Dataset entries

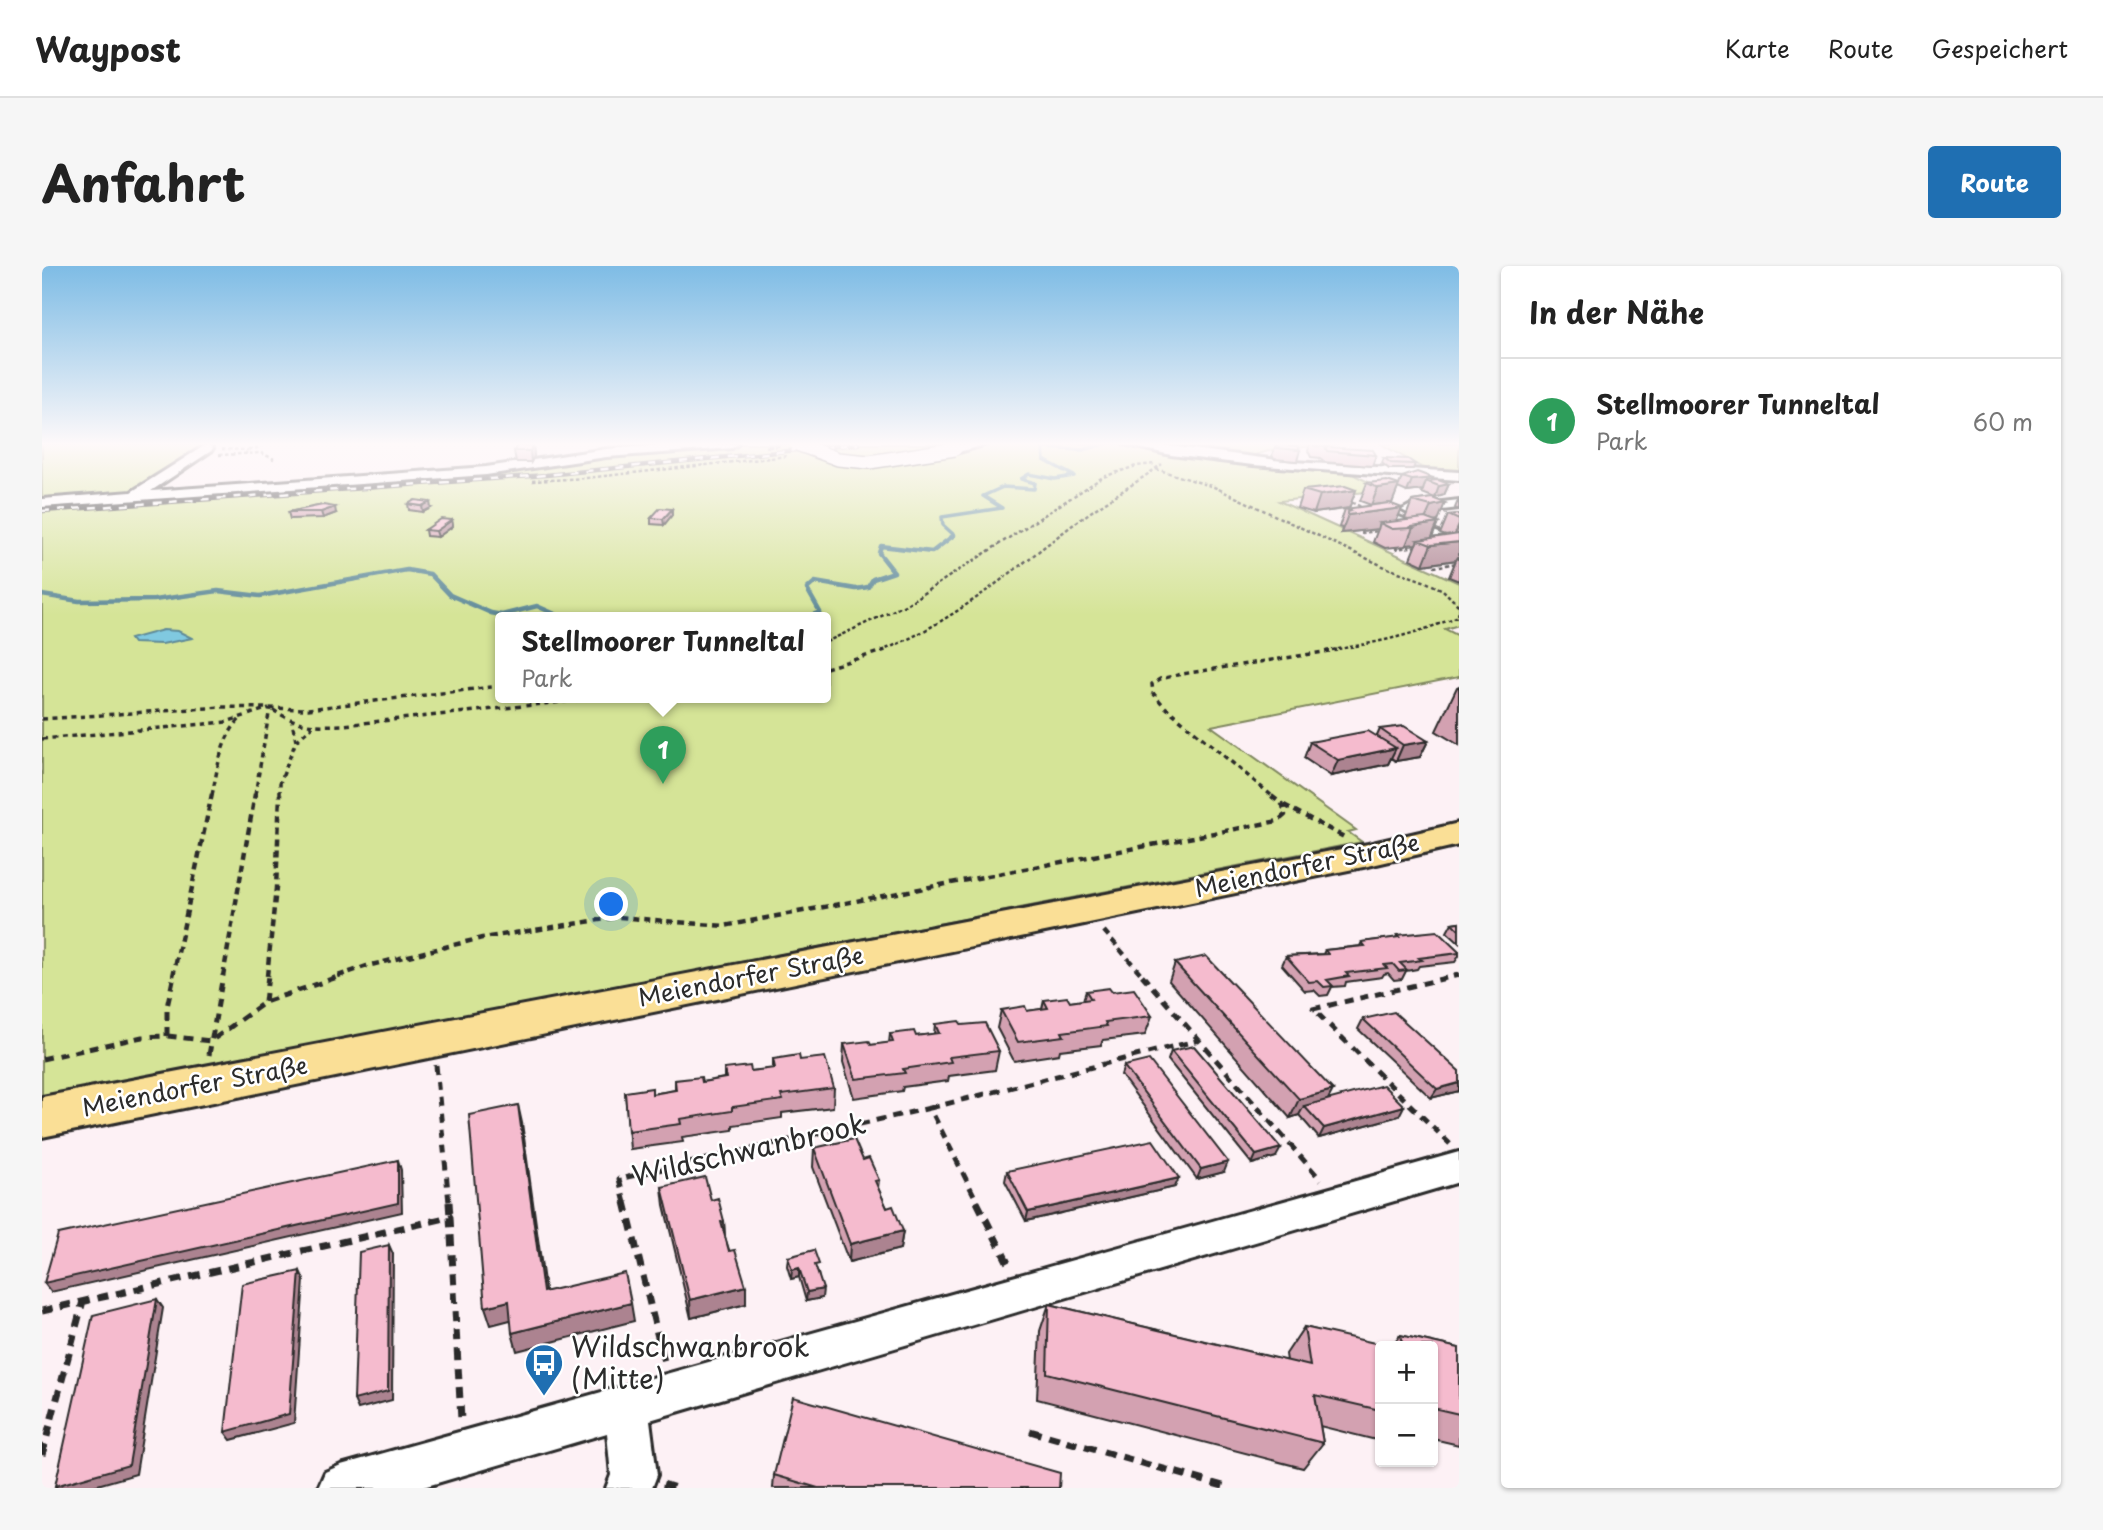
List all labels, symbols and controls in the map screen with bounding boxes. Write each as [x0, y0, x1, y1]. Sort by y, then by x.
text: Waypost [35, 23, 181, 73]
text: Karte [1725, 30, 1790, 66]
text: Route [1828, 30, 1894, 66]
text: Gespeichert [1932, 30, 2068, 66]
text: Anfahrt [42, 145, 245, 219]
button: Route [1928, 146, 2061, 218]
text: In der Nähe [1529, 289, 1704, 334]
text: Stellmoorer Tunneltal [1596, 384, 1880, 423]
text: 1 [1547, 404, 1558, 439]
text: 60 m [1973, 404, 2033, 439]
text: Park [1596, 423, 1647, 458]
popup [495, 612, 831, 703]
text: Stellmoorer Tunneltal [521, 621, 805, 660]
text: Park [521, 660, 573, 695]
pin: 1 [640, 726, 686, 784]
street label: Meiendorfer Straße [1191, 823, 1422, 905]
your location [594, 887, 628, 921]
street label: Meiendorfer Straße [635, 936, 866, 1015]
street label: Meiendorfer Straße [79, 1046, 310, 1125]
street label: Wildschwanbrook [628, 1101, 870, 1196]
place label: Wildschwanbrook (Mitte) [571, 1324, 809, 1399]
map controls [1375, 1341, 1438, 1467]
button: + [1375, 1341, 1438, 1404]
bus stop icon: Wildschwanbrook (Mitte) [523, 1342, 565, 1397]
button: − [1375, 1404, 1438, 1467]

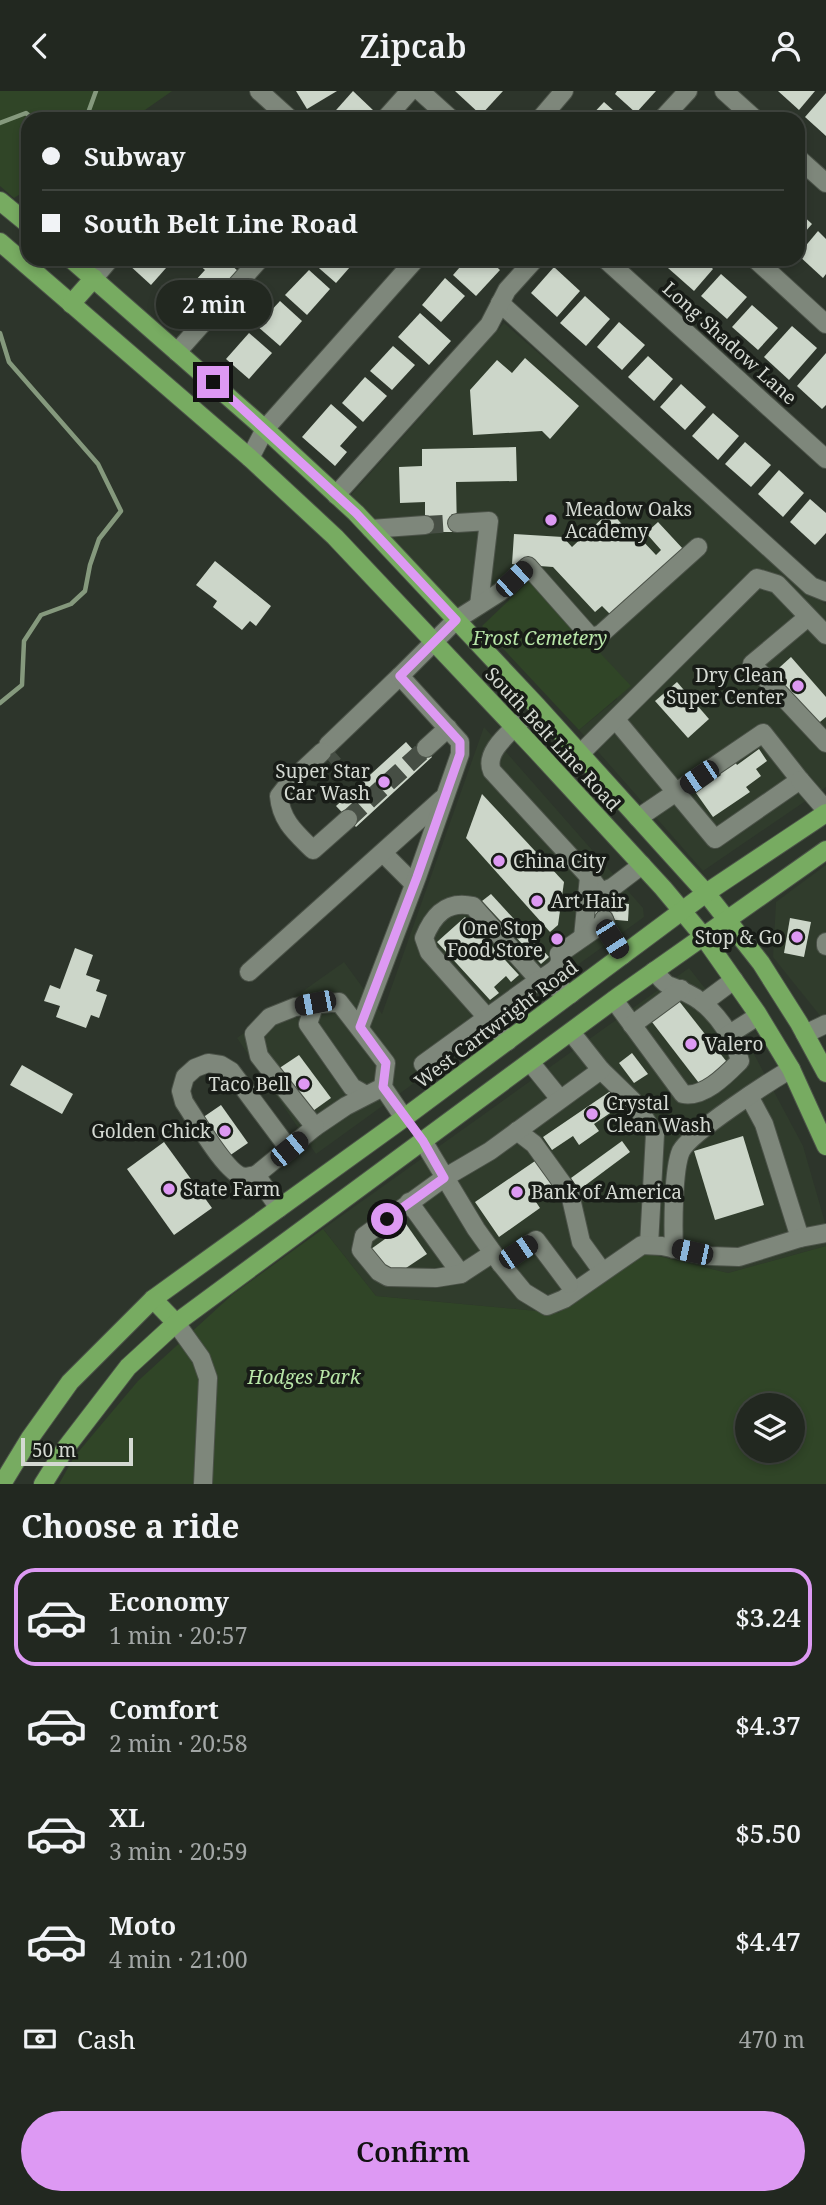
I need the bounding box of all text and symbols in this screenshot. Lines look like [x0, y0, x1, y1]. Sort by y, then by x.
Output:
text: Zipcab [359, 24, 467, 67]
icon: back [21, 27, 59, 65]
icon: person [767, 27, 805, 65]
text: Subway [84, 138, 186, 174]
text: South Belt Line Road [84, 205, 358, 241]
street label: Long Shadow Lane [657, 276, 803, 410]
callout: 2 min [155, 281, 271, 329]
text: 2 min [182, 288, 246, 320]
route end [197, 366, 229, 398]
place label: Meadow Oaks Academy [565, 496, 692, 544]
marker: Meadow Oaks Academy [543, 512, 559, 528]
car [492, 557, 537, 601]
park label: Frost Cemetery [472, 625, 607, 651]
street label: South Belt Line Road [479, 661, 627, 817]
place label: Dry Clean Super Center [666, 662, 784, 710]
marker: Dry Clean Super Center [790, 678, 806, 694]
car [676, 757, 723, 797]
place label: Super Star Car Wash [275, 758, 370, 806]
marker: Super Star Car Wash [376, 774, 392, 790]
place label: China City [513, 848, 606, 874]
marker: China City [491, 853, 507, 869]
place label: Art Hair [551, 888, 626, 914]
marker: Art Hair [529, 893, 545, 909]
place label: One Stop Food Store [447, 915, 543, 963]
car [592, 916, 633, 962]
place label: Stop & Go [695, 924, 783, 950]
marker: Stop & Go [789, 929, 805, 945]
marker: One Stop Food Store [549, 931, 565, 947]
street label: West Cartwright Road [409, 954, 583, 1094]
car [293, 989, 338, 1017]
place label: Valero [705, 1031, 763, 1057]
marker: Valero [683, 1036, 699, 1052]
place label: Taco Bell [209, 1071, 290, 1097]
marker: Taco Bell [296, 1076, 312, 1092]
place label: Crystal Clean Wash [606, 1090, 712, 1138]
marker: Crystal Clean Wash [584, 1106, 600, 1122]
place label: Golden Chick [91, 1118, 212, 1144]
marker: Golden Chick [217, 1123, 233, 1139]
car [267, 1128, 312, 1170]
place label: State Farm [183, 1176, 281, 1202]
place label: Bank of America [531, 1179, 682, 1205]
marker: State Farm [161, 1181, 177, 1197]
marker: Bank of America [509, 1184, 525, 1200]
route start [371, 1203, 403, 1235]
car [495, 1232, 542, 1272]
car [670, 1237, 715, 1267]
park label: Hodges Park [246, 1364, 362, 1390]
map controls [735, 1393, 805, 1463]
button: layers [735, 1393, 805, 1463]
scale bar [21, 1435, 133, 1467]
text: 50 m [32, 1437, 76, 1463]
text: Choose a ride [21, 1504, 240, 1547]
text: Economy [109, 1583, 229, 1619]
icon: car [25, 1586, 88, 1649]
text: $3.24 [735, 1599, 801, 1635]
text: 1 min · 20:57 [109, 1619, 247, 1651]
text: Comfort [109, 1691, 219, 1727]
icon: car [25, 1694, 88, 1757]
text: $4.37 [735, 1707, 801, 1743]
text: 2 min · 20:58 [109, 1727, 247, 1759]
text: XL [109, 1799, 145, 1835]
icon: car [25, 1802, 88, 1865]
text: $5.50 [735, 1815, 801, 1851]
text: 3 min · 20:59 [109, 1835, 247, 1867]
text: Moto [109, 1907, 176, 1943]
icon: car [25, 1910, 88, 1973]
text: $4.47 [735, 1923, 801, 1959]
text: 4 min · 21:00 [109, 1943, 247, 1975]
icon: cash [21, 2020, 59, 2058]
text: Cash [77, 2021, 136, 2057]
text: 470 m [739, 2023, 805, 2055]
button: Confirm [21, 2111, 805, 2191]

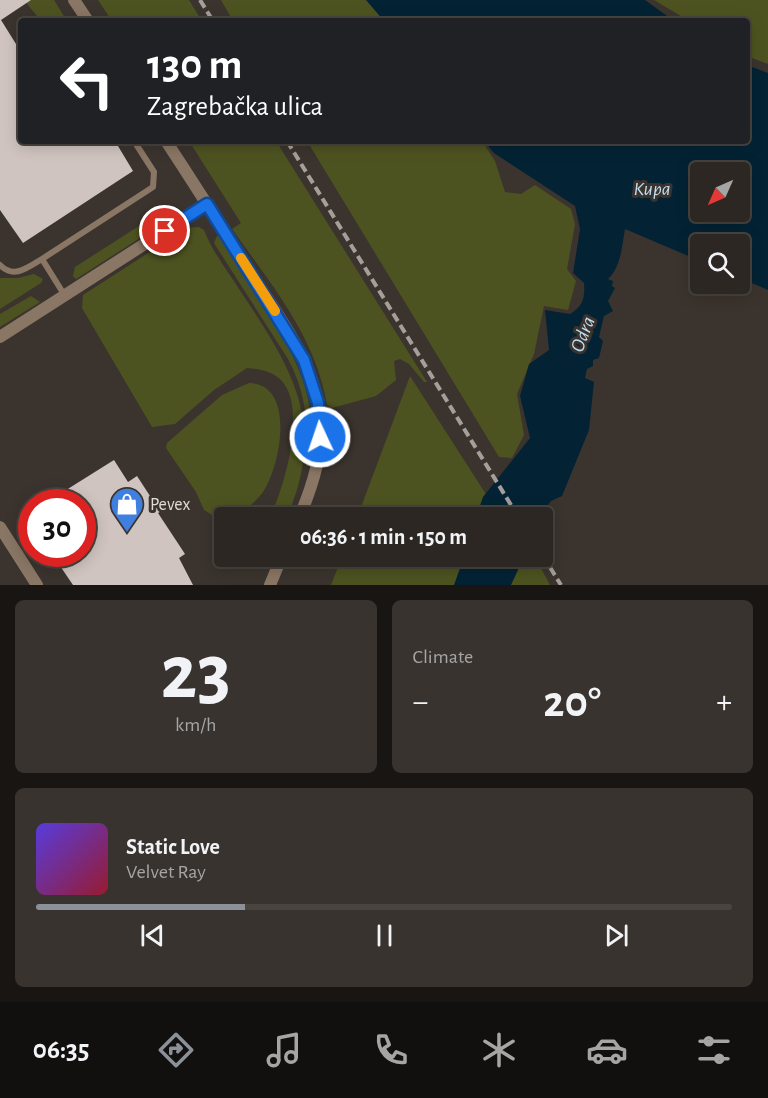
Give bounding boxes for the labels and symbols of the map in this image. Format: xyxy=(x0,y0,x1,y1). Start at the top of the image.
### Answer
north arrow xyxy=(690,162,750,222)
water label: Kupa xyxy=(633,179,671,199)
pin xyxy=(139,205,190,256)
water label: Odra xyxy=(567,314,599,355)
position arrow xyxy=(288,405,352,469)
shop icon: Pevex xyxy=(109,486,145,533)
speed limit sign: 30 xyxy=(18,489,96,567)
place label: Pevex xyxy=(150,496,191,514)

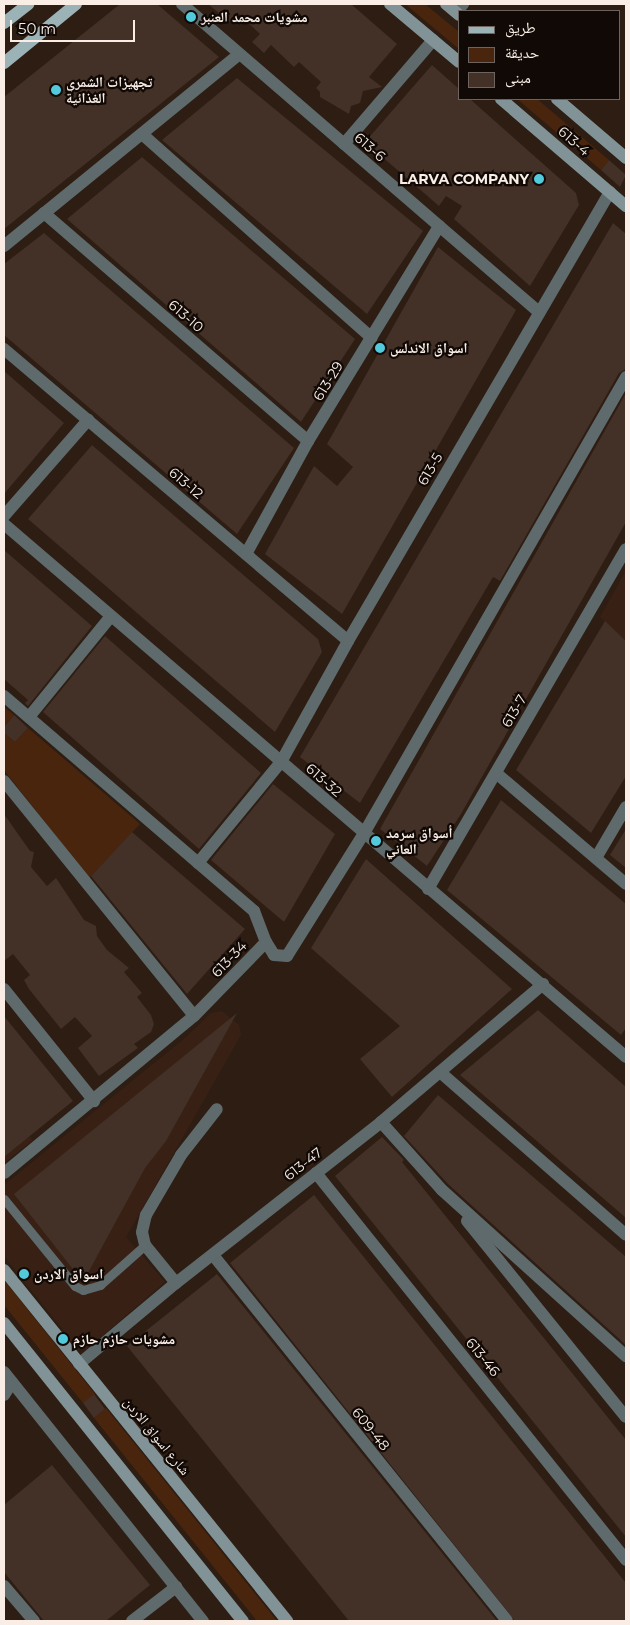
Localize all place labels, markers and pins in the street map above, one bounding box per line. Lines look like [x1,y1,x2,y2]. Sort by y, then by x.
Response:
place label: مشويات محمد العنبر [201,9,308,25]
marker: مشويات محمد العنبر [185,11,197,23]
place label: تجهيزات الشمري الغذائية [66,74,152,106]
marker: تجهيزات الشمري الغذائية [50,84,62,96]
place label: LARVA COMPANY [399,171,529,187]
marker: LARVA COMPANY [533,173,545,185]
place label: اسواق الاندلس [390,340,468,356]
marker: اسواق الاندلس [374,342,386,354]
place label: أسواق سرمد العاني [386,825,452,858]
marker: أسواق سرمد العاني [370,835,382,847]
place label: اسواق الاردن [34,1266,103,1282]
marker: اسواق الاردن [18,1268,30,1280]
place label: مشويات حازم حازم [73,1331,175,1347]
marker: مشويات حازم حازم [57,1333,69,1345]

TASK DIRECTIONS: Identify each line in the records above that contains the word "الغذائية", and copy it out in full.

TASK OUTPUT:
place label: تجهيزات الشمري الغذائية [66,74,152,106]
marker: تجهيزات الشمري الغذائية [50,84,62,96]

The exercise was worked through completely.